Stored data entries:

Segment Open

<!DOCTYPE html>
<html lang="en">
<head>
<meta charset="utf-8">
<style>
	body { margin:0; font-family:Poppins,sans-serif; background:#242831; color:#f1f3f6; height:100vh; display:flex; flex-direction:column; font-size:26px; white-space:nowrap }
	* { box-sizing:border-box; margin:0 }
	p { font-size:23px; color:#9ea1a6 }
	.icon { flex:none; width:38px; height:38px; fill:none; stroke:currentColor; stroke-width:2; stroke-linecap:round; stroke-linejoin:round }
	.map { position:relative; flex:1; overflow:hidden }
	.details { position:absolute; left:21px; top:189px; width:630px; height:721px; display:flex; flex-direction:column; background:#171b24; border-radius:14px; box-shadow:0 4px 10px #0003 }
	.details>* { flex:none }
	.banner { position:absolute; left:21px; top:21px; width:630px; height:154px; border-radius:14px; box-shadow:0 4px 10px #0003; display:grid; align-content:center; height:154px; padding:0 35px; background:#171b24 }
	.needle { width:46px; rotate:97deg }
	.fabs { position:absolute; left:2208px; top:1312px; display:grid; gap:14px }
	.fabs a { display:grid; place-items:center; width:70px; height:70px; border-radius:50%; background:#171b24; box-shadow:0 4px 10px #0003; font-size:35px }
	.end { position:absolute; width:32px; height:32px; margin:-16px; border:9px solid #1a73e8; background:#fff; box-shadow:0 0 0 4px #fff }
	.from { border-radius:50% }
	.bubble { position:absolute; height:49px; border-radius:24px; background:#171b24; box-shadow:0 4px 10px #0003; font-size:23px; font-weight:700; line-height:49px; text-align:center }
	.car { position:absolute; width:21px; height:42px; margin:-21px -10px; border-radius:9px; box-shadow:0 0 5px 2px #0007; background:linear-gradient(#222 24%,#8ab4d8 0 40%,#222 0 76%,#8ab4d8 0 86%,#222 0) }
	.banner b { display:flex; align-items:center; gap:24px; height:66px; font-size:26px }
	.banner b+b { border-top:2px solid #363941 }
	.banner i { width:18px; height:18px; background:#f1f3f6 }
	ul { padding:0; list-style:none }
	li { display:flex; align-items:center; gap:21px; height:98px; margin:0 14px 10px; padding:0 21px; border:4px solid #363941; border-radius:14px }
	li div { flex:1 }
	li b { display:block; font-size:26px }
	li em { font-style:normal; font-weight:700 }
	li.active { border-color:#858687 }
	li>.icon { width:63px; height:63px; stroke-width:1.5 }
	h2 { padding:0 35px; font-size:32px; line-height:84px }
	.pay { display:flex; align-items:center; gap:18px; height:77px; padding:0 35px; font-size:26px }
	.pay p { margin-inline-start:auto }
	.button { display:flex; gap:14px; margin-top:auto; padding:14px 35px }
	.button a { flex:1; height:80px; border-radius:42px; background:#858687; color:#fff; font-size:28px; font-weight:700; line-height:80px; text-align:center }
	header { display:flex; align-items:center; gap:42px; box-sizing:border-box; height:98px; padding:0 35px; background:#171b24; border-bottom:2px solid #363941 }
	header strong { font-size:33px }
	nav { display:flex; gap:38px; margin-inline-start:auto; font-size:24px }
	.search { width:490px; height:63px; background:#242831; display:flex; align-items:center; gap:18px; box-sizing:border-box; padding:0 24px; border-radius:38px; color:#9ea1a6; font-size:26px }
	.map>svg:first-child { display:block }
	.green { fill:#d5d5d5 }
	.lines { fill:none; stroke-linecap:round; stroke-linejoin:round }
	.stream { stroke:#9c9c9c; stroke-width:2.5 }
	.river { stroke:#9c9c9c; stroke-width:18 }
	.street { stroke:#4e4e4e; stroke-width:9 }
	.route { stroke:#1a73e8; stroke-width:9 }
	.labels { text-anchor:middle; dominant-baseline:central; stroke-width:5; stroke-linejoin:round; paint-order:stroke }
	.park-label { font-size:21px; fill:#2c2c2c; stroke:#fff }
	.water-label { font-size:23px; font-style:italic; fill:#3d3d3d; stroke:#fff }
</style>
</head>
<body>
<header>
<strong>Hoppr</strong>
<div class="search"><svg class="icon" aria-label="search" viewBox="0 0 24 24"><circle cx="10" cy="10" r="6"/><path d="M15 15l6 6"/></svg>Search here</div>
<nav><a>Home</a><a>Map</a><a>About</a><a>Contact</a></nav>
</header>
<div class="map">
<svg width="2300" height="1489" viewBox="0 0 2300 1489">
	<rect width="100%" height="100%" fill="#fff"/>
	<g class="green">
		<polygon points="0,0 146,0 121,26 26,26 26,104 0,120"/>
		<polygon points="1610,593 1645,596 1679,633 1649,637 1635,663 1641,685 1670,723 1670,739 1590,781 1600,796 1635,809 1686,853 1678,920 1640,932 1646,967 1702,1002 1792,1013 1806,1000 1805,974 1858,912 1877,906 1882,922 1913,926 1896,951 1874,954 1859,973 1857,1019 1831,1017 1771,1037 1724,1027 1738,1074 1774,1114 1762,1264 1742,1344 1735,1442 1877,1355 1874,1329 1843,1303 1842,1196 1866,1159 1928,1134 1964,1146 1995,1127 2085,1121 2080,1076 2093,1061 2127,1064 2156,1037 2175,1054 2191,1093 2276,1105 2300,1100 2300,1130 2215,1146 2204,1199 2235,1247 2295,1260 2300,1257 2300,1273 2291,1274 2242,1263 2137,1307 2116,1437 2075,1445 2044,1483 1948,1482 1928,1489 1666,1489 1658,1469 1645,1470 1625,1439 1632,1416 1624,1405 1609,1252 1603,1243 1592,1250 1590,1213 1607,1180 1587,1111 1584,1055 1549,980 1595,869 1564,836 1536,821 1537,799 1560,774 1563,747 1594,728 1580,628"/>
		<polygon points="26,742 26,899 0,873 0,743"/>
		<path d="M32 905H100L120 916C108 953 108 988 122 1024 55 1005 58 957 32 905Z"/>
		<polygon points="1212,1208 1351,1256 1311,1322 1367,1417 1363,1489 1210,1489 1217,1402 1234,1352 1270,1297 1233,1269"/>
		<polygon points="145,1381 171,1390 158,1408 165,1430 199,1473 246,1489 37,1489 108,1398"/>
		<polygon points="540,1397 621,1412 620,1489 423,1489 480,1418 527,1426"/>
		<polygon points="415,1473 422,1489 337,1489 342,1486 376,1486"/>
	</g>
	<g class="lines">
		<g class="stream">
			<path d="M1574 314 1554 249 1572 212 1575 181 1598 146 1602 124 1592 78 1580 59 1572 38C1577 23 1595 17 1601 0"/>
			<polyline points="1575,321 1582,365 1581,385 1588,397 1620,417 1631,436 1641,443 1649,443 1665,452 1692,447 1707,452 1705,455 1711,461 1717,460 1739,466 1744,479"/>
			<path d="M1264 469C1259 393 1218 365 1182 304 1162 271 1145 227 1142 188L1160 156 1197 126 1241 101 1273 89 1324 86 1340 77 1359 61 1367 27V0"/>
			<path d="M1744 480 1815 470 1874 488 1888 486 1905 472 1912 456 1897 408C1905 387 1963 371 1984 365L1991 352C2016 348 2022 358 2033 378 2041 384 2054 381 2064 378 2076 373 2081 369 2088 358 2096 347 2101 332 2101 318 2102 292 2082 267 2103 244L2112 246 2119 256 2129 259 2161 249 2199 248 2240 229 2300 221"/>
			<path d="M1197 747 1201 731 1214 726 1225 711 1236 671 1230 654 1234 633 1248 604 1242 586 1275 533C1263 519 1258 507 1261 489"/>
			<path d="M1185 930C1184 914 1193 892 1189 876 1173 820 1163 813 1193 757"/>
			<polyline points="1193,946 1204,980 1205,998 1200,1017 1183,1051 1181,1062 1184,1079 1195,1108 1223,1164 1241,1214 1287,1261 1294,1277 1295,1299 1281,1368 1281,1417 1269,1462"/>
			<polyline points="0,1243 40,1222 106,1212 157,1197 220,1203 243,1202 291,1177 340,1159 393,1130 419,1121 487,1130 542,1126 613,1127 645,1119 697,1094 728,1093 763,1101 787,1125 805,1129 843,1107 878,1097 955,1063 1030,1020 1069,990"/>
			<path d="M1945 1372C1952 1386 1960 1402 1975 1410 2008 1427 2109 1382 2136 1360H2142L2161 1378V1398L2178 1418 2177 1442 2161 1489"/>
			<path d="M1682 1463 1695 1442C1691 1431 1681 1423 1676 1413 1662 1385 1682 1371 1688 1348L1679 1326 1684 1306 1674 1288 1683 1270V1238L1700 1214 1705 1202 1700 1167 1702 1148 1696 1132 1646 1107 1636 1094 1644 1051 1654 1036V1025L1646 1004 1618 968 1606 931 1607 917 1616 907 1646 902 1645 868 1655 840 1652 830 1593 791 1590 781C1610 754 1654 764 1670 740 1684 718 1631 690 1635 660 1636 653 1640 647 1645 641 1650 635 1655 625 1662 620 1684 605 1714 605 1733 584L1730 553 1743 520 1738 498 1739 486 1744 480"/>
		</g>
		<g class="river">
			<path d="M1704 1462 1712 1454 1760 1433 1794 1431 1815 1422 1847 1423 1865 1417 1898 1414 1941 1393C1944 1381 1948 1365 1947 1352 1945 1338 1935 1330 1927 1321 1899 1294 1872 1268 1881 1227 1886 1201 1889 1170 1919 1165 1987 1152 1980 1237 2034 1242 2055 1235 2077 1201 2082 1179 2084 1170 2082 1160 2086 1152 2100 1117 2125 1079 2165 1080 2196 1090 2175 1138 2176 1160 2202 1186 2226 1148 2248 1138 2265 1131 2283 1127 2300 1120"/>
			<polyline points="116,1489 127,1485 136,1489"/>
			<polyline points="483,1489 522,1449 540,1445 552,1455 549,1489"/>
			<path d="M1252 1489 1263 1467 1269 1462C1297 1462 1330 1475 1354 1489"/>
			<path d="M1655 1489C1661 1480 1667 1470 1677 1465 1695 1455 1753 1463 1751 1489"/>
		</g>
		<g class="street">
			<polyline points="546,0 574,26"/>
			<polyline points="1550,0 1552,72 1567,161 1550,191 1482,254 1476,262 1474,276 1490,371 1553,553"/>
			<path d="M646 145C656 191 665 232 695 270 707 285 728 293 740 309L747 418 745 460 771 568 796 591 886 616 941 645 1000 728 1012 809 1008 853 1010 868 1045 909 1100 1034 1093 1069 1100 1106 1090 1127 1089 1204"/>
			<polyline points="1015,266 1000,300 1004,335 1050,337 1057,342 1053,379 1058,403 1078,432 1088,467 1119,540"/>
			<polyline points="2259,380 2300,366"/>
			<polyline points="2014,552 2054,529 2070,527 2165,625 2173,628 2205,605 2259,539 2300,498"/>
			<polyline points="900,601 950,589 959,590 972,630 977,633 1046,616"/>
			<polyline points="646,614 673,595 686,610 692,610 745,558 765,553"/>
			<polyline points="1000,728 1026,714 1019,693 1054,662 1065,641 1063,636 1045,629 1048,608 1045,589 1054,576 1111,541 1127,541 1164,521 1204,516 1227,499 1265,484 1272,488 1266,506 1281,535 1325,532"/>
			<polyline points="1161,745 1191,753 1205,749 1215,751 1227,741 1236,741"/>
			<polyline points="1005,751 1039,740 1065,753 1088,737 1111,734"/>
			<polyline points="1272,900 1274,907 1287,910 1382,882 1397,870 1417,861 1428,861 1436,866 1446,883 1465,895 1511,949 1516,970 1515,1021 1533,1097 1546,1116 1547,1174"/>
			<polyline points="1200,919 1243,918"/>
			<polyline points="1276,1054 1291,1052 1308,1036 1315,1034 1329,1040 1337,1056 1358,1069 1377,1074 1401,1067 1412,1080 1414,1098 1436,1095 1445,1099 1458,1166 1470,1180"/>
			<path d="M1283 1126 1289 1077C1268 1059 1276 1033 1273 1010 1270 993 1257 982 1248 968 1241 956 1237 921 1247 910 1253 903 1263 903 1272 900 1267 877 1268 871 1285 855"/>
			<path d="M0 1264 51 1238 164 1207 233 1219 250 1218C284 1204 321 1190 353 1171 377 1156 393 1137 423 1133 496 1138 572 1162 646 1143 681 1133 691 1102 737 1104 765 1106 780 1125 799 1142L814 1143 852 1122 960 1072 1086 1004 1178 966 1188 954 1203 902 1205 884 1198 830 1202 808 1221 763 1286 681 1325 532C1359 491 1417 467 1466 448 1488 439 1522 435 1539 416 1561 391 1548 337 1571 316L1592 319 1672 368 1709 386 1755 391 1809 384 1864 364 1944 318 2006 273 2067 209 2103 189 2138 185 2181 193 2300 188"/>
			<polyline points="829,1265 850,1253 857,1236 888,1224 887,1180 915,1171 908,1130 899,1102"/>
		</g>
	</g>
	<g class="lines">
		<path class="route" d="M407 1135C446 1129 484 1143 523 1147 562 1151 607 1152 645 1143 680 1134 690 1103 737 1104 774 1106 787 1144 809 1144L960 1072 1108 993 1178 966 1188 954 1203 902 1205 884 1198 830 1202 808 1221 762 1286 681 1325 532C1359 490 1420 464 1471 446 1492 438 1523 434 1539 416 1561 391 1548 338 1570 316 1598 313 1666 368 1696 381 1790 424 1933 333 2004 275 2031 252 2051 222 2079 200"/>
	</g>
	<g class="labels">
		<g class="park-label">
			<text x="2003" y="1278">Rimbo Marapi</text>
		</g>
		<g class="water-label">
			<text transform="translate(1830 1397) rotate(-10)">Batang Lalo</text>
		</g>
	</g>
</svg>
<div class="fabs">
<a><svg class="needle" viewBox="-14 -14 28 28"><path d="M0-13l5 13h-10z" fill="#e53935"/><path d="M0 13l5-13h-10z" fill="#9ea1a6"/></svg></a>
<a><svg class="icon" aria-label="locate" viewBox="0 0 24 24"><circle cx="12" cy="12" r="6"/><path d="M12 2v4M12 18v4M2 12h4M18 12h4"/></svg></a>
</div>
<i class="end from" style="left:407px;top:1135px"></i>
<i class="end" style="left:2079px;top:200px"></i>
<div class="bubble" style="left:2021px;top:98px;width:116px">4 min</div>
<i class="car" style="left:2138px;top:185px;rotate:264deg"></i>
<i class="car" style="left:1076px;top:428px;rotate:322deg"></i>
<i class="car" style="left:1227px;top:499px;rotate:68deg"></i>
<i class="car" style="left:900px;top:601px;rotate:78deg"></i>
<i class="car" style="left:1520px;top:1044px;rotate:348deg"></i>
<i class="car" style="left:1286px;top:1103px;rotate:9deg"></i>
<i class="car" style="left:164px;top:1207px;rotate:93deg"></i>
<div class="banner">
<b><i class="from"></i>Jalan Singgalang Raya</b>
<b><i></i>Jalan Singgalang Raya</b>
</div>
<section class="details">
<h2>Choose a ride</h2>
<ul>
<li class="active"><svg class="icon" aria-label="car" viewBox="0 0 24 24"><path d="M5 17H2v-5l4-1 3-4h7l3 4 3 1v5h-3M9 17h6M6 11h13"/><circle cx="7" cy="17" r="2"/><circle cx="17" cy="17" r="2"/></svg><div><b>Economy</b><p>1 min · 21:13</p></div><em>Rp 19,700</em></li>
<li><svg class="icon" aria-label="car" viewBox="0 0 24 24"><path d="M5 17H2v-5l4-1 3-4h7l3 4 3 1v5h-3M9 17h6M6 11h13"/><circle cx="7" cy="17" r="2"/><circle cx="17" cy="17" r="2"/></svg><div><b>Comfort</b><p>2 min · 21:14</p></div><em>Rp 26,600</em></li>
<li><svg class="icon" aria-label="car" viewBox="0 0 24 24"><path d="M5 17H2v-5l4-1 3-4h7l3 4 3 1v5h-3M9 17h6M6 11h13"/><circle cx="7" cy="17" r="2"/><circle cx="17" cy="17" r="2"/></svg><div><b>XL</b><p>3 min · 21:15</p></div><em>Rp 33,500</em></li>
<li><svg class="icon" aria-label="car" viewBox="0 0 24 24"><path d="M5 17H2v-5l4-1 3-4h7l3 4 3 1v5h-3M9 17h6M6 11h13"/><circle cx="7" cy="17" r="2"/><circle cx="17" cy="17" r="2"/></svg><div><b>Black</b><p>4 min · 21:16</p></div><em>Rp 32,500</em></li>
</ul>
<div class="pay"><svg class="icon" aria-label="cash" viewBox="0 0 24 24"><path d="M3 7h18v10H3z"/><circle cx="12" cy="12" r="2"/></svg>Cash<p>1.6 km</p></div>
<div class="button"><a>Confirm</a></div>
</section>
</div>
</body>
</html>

Segment Closed

DIRECTIONS :: Check each line of the records for the word "bubble" and extract those that contain it.

FINAL ANSWER ::
	.bubble { position:absolute; height:49px; border-radius:24px; background:#171b24; box-shadow:0 4px 10px #0003; font-size:23px; font-weight:700; line-height:49px; text-align:center }
<div class="bubble" style="left:2021px;top:98px;width:116px">4 min</div>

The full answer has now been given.